RE:Forget Edmund White Too!

 

Never mind! I did my own research:

Publishers Weekly

The title novella from novelist, memoirist and biographer White (Genet, etc.) turns on the guilt that gay novelist Jack, 66, feels about not visiting his dying friend Helene in Paris, and on Jack's obsession with Seth, 28, a charmless ex-Mormon sex bomb. Not much happens in "Chaos": financially strapped Jack and Seth (a "total top") meet on Craig's List and fall into a ritual where Jack pays Seth $120 for the pleasure of sucking Seth off. (White told a nearly identical story of obsession just last year in his much praised memoir My Lives, where the episode is titled "My Master.") Of the stories, only "Record Time" shines: it records what it was like to be 13 in small-town 1953, starved for culture, reduced to listening over and over to opera recordings on ancient 78s. The narrator recalls the excitement of going alone to a distant town for a screening of Cukor's famous Camille, taking the evening train home after a rain. Here the writing is thrilling, evocative, with a magic missing elsewhere in the collection. Despite that high point, even White's fans might feel entitled to sit this one out. (June)

 

Copyright 2007 Reed Business Information

Posted

RE:Forget Armistead Maupin...Edmund White, Anyone?

 

I don't think one can really say that Armistad doesn't have much of a following here. Merely that most of what we would want to say we have said already. He is timeless for me, not yesterday's news, but he is more of a private pleasure by now.

Posted

RE:Forget Edmund White Too!

 

As a longtime fan of both writers, I read both books and enjoyed them moderately.
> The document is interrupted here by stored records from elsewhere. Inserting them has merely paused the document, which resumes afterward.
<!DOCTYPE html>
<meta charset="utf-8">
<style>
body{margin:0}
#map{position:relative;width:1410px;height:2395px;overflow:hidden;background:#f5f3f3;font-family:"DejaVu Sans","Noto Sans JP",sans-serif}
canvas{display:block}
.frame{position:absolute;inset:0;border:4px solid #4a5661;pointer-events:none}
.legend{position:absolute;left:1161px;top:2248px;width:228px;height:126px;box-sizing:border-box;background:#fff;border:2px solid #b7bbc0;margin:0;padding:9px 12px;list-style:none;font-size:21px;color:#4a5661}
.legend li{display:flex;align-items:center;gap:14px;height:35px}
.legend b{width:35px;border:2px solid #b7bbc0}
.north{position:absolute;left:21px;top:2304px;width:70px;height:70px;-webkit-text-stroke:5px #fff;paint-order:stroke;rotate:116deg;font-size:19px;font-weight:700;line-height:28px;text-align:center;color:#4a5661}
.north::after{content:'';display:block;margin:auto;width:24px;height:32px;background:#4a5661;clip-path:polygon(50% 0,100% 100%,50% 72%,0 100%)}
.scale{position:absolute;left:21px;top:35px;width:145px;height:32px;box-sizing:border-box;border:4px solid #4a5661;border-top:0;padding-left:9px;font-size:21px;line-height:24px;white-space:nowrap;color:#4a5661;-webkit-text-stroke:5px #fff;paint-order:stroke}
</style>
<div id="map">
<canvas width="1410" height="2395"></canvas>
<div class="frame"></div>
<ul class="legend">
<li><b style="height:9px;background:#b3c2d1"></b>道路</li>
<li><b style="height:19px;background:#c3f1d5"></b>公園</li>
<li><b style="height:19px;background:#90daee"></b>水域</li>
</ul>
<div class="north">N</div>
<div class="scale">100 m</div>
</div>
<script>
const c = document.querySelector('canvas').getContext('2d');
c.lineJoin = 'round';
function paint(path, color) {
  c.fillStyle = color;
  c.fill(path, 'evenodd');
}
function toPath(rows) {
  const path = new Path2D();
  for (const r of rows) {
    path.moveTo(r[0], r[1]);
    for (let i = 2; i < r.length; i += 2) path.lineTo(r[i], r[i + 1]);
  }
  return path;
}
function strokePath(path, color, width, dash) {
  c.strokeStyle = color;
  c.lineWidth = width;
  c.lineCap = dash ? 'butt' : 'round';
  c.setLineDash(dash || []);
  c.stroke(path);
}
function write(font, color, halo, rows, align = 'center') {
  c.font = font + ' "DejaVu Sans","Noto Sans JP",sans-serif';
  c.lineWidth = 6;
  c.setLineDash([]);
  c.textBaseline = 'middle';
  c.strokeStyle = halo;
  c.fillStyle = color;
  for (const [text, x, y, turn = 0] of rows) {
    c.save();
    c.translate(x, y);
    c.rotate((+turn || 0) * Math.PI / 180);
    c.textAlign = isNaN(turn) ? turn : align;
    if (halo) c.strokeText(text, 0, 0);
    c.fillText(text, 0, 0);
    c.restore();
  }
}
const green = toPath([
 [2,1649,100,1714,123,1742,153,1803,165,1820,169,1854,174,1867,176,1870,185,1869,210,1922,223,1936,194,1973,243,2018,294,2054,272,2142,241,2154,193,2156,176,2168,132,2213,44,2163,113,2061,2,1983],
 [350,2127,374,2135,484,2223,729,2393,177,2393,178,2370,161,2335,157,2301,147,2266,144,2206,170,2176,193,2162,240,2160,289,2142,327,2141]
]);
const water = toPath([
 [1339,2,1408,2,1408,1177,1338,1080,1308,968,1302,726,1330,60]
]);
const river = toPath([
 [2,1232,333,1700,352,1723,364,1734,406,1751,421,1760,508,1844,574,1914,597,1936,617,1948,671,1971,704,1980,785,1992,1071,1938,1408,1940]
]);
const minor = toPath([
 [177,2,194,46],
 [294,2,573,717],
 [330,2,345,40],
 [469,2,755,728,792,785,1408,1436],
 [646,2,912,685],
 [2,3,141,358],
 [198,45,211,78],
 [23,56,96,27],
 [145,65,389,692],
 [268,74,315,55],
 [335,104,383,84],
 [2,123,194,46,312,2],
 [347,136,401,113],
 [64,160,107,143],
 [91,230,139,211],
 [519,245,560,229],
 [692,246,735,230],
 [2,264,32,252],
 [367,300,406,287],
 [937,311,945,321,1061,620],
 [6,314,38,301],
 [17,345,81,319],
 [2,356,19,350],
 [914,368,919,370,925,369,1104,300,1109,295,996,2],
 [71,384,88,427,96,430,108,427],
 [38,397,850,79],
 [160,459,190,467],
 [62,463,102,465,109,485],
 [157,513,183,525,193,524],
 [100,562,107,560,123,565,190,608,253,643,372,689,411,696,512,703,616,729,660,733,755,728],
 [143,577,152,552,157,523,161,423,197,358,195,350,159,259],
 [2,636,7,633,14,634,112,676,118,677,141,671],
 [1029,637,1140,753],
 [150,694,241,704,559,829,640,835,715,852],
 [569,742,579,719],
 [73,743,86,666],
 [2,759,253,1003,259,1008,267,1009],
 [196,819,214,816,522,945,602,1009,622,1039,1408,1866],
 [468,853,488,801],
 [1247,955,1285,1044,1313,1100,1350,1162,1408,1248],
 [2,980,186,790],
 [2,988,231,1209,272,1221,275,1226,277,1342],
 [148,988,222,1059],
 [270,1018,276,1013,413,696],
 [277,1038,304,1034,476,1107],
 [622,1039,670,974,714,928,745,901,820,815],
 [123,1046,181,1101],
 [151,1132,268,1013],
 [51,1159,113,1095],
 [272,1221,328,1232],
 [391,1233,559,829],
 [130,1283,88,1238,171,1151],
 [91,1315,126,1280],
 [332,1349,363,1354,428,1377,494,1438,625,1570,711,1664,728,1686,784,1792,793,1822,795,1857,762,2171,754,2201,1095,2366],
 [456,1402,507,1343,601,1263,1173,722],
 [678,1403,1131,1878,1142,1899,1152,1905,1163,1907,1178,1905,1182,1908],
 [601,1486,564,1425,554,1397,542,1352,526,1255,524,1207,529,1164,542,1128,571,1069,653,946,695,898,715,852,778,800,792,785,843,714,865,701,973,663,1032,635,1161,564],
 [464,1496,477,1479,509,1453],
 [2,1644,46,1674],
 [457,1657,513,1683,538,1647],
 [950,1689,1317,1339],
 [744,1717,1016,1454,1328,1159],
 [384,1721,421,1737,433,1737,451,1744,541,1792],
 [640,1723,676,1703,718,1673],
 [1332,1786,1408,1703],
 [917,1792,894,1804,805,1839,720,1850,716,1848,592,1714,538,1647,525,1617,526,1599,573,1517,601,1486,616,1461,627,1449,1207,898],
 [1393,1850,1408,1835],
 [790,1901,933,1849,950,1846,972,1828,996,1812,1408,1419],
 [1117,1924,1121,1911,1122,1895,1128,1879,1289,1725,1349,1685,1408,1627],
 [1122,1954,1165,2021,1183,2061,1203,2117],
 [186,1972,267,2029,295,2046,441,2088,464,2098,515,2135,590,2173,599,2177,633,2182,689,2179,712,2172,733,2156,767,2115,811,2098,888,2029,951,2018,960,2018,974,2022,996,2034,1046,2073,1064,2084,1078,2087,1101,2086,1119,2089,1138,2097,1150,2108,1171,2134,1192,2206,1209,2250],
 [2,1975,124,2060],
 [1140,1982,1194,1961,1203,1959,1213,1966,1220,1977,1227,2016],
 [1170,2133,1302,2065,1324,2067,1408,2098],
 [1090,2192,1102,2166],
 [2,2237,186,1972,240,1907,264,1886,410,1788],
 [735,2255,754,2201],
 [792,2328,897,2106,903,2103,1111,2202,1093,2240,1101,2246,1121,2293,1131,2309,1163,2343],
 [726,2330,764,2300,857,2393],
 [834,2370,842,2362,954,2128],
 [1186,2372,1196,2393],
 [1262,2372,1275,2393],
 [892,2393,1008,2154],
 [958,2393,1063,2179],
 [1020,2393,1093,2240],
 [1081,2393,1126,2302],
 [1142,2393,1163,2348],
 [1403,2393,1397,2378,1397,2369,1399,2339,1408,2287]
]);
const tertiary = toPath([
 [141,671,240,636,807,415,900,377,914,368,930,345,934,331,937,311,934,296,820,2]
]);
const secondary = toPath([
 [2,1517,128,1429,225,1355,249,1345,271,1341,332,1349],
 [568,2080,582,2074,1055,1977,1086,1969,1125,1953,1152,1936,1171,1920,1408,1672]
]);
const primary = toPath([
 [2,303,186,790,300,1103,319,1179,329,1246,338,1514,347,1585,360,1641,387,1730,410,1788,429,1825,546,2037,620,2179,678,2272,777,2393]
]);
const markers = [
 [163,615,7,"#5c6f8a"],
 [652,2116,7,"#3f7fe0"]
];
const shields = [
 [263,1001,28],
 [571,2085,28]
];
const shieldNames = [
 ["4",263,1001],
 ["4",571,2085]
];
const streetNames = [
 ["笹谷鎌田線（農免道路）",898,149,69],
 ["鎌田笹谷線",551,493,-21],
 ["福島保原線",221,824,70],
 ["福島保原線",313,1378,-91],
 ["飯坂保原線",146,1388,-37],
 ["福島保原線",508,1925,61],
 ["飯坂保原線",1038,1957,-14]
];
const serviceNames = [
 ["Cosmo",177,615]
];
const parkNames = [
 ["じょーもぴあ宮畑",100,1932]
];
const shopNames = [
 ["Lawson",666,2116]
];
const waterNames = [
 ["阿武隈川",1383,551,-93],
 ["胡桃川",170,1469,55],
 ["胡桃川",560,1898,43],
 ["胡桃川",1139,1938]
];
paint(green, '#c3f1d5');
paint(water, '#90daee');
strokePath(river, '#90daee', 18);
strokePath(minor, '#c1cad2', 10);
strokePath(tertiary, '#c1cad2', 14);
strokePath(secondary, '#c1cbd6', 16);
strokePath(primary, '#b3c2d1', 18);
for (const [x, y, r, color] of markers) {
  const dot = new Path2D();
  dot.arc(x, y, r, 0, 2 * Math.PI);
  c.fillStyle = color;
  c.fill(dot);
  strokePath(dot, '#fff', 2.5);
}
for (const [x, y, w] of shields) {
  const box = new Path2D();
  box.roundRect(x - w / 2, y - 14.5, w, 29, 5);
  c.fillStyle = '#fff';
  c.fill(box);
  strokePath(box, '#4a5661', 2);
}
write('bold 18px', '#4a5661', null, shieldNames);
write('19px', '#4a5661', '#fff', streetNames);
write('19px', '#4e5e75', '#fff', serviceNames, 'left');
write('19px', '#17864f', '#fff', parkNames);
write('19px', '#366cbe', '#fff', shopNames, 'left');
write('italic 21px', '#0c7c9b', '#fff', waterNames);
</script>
White's book seems to be little more than "exercises" not fully fleshed out stories. A few mournful riffs on gay men growing old. Maupin's book has a bit of that sense too, but after a while, some of the old "Tales of the City" magic begins to glow. What is missing are the zany, off-the-wall situations that Maupin used to conjure for his characters, but maybe the loss of zaniness is part of growing older.